Yerba Mate Is A Natural Energy Drink

Yerba Mate Is A Natural Energy Drink

Traditional South American beverage Yerba mate has become popular over the last few years for it’s reputation of being a high caffeine drink that doesn’t come with a jittery buzz. It is purported to be health-enhancing, but recent claims that it might be a carcinogen have devotees worried.Photo by Sean Kelly.

A member of the holly plant family, the leaves of the Yerba mate plant are harvested and dried much like that of tea leaves. The beverage is produced by infusing the leaves with hot water, and it is traditionally served in a hollowed-out gourd with a metal straw. The flavour of mate is similar to that of green tea, and was in fact recommended as a wake-up tea in our recent coffee lover’s guide to tea.

Health blog LovingFit describes the benefits of Mate.

Yerba Mate has properties similar to caffeine which provides incredibly clear energy levels and mental alertness.

The stimulant this energy comes from, is a unique form of xanthine (a stimulant in coffee ). It’s like coffee that’s stripped from of the negative effects and only left with a positive. It stimulates the central nervous system without being addictive or give you anxieties. Unlike caffeine, Yerba Mate induces better sleep.

This tea provided enough nutrients to act as a vegetable. Some people refer to it as a ‘drinking a salad.’

Other benefits shown in studies include properties that lessen obesity in a high-starch diet, provides a reduction in LDL cholesterol to those on statin therapy, and may help in treating heart disease. The studies that indicate it as a potential carcinogen mostly point to traditional practices of drinking mate at a very hot temperature as well as the drying process of the leaves, which involves curing with smoke from the burning of wood. Drinking mate in moderation at a reasonable temperature is seen by the International Agency for Research on Cancer as “not classifiable as to its carcinogenicity to humans”.

Yerba mate, though slightly controversial, seems to most to be a great way to ingest caffeine and increase health. As always you should consult with your doctor if you have any concerns.


  • Besides possibility as carcinogen, like coffee, by time, caffeine dependency may occur. The thing that gives you kick on yerba mate is caffeine and it is found to have more than in coffee or strongest tea.

    I’d stick with black tea for now.

      • From the looks of it, Caffeine is a type of xanthine – and the main one present in Mate.

        So It’s wrong when it says: “It stimulates the central nervous system without being addictive or give you anxieties. Unlike caffeine, Yerba Mate induces better sleep.”

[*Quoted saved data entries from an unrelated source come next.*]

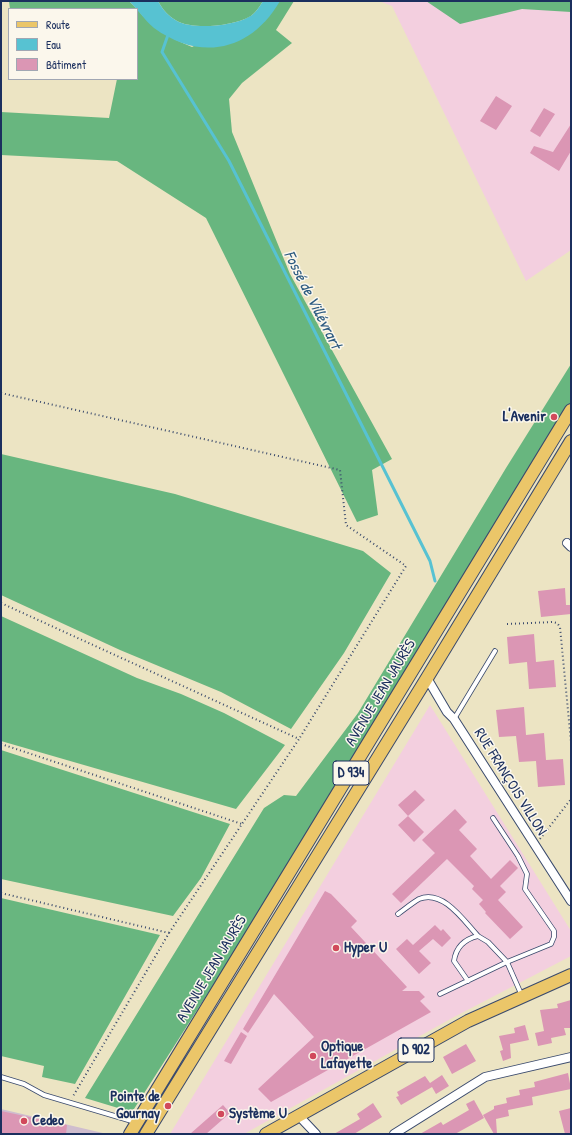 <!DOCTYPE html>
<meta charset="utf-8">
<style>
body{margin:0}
#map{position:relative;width:572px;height:1135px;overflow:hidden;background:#ece4c3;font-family:"Patrick Hand",sans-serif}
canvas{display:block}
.frame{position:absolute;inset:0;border:2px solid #1b2f5e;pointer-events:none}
.legend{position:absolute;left:8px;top:8px;width:130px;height:72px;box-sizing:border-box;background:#fbf7ec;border:1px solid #a1a7b3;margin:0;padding:5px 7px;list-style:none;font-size:12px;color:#1b2f5e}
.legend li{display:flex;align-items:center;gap:8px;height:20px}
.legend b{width:20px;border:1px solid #a1a7b3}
</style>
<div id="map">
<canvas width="572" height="1135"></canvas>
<div class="frame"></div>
<ul class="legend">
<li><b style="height:5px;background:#ebc669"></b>Route</li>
<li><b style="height:11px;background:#57c2d2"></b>Eau</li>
<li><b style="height:11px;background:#db96b4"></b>Bâtiment</li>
</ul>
</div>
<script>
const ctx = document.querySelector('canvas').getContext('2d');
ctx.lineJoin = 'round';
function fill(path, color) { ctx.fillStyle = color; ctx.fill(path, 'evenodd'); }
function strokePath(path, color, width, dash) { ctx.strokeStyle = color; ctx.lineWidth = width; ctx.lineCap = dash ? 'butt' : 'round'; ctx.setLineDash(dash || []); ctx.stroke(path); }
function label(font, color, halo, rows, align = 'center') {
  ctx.font = font + ' "Patrick Hand",sans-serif'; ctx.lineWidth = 3; ctx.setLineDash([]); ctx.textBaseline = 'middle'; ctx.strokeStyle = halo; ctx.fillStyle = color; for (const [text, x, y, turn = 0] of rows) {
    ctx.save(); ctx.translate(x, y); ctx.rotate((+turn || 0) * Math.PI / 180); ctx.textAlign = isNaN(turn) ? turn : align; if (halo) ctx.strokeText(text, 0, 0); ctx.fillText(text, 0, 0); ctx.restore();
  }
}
const built = new Path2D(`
 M379 1H571V250L526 281 392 6Z
 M430 705 571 931V956L454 1017 244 1134H170Z`);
const industrial = new Path2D(`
 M1 1109 107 1134H1Z`);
const forest = new Path2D(`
 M9 1H129L137 9H10Z
 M158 1H263C260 6 255 14 249 17 233 26 193 30 177 21 168 16 163 10 158 1Z
 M280 1H294L276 30 292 43 242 83 229 99 232 132 290 274 392 459 372 470 378 515 357 522 206 218 117 161 1 155V112L109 118 117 79H137V9C152 28 170 38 192 47Z
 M426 1H571V12L522 9 460 24Z
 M571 364V404L298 852 134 1109 128 1111 85 1098 264 808 284 795 296 796 358 713 506 468Z
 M1 454 175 494 363 551 391 573 344 653 291 729 221 692 120 650 1 595Z
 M1 616 137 678 181 694 224 713 285 745 236 809 1 741Z
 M1 750 230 824 201 878 173 916 1 879Z
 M1 898 160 935 75 1084 42 1077 44 1066 1 1056Z`);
const water = new Path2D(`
 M129 1H158C163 10 168 16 177 21 193 30 233 26 249 17 255 14 260 6 263 1H280C251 51 201 62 154 28 144 20 138 9 129 1Z`);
const stream = new Path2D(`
 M169 32 162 52 229 161 430 561 435 581`);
const building = new Path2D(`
 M496 96 512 106 496 130 480 121Z
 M544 108 555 114 540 137 530 131Z
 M571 124V151L559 171 530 153 534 146 553 152Z
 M565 588 566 605H571V614L541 617 538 591Z
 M534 634 536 662 554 660 556 687 529 689 527 662 509 664 507 637Z
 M524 707 526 735 544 733 546 760 563 759 565 785 538 787 536 761 519 762 516 736 499 737 496 710Z
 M415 790 425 800 408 816 398 805Z
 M455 809 467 822 459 830 477 849 470 856 491 879 510 860 518 868 500 886 506 892 498 900 523 927 510 939 485 913 486 912 479 904 483 900 472 889 474 886 447 859 401 903 392 894 435 853 422 840Z
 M408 816 424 832 414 842 398 825Z
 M325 891 331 894 357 921 351 927 407 987 402 991H419L425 997 420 1001 431 1012 271 1102 258 1089 314 1037 274 994 248 1033 243 1029Z
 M435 925 441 931 443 929 451 938 442 947 433 939 419 951 431 963 419 974 396 949 407 939 413 945Z
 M571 1000V1028H564L566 1035 551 1038 552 1043 538 1046 535 1033 544 1031 540 1010 558 1008 557 1004Z
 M525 1025 529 1040 510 1044 511 1058 503 1061 500 1051 503 1050 499 1036 515 1033 514 1028Z
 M241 1032 247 1036 231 1064 224 1061Z
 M466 1044 476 1061 452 1074 443 1057Z
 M568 1073 571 1089 532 1097 533 1105 508 1110 509 1116 496 1119 497 1134H494L483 1115 494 1109V1106L507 1103 506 1098 520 1095 519 1090 535 1087 534 1082Z
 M442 1075 449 1086 436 1094 432 1087 401 1105 396 1097 399 1096 397 1092 425 1076 430 1083Z
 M474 1100 484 1118 455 1134H420L441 1122 443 1125 469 1110 466 1104Z
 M373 1103 382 1117 354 1134H334L360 1119 357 1114Z
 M223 1105 230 1113 206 1134H190Z
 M571 1108V1134H565L559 1111Z
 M1 1111 67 1125 66 1134H1Z`);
const path = new Path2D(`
 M1 393 340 470 346 525 406 566 299 739
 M1 603 299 739 242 824
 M507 624 553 622 557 623 560 627 571 742
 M1 744 242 824 169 933
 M540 839 571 799
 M1 893 169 933 72 1098`);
const service = new Path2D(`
 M454 719 495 651
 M493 818 518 856 527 874 525 889 554 931V937L551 944 507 962 522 996
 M398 914C405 909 412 903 419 899 443 889 464 921 478 936
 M440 994 507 962 488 942 478 936C465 939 456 947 454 961L468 981
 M1 1077 24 1084 44 1095 135 1122`);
const minor = new Path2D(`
 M567 543 571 547
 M427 678 447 712 454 719 571 901
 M299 1116 316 1134
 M394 1134 485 1077 571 1057`);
const primary = new Path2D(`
 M130 1134 571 410
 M146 1134 427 678 571 441
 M266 1134 468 1021 571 975`);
const markers = [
 [554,417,4,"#d1495b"],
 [336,948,4,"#d1495b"],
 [313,1056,4,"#d1495b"],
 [168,1106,4,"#d1495b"],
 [221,1114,4,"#d1495b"],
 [24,1121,4,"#d1495b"]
];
const shields = [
 [351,773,36],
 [416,1050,36]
];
const shieldNames = [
 ["D 934",351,773],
 ["D 902",416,1050]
];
const poiNames = [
 ["L'Avenir",546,417,"right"],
 ["Hyper U",344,948],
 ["Optique",321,1047],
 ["Lafayette",321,1064],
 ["Pointe de",160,1097,"right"],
 ["Gournay",160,1114,"right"],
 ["Système U",229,1114],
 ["Cedeo",32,1121]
];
const streetNames = [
 ["AVENUE JEAN JAURÈS",381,693,-59],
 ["RUE FRANÇOIS VILLON",510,782,58],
 ["AVENUE JEAN JAURÈS",212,969,-59]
];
const waterNames = [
 ["Fossé de Villévrart",312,300,63]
];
fill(built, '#f3cfdf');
fill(industrial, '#cfbdce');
fill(forest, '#68b67f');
fill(water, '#57c2d2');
strokePath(stream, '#57c2d2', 3);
fill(building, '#db96b4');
strokePath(service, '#3a4a6d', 5.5);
strokePath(minor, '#3a4a6d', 10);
strokePath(primary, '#3a4a6d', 14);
strokePath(path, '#3a4a6d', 2, [1, 3]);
strokePath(service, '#fff', 4);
strokePath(minor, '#fff', 8);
strokePath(primary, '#ebc669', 12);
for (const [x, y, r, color] of markers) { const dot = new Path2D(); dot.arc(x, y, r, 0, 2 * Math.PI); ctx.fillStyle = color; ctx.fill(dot); strokePath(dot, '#fbf7ec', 1.5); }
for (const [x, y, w] of shields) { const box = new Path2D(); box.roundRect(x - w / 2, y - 12, w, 24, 3); ctx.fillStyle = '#fbf7ec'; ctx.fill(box); strokePath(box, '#1b2f5e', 1); }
label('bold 14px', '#1b2f5e', null, shieldNames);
label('bold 15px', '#1b2f5e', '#fbf7ec', poiNames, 'left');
label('15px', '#1b2f5e', '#fbf7ec', streetNames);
label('italic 16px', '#2d5b81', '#fbf7ec', waterNames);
</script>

        It’s a stimulant, it’s addictive, and it doesn’t really induce better sleep…it’s just caffeine, though at lower levels than you find in most tea.

      • Caffeine is naturally occurring in the tea leaf. If you check the ingredients, caffeine is not listed. However , people who are caffeine sensitive still have to be careful and use in moderation.

        Hope this helps,

  • I have been to Argentina 7 times and each time I go I am surprised by the amount of Mate being consumed by everyone.
    Over there it’s less of a way to stay awake as a way to meet with friends. 4 or 5 people will usually get together and drink from the same gourd creating a sense of friendship and closeness within the group.
    Mate itself mostly tasted like green tea to me and I loved having some every now and again but I still prefer my coffee hit as Mate seams to work a lot slower.

  • I agree with the above – in Argentina and Uruguay the ubiquitous drinking of this stuff makes it look like it’s extremely addictive. People carry their gourd a supply of mate everywhere and seem to be consuming it more than people in other countries consume anything else – coffee, tea, alcohol – apart from perhaps cigarettes. Yes, mate sippers looked exactly like cigarette smokers: “I always make sure I have some with me, I stop for some regularly, irrespective of the situation”.

    I’m not saying it’s necessarily bad for you just based on that, and I acknowledge the social aspect of it, but it should come with a warning: once you start, you might not find it easy to stop! The buzz you get is obviously pretty good.

  • It’s also extremely good as a digestive, which is why you often have it after a gargantuan asado.
    Josh is spot on when he says it’s more of a social habit. When I studied there, many people said that drinking it alone just wasn’t the same as in a group, which I’m inclined to agree with.

  • Yerba Mate is a social drink just like coffee or tea. Coffee addicts spend their time by themselves or in groups at cafes. Tea drinkers like their sessions as well. Since that coffee has a lot more caffeine, yerba mate is far less addictive that coffee. Tea has the least amount but it has anti oxidants that coffee does not have. Yerba has a lot more anti oxidants than tea. On top of that yerba has a chemical that is present in real chocolate that gives the euphoria that chocolate can do. So putting all this together, it really is an amazing drink.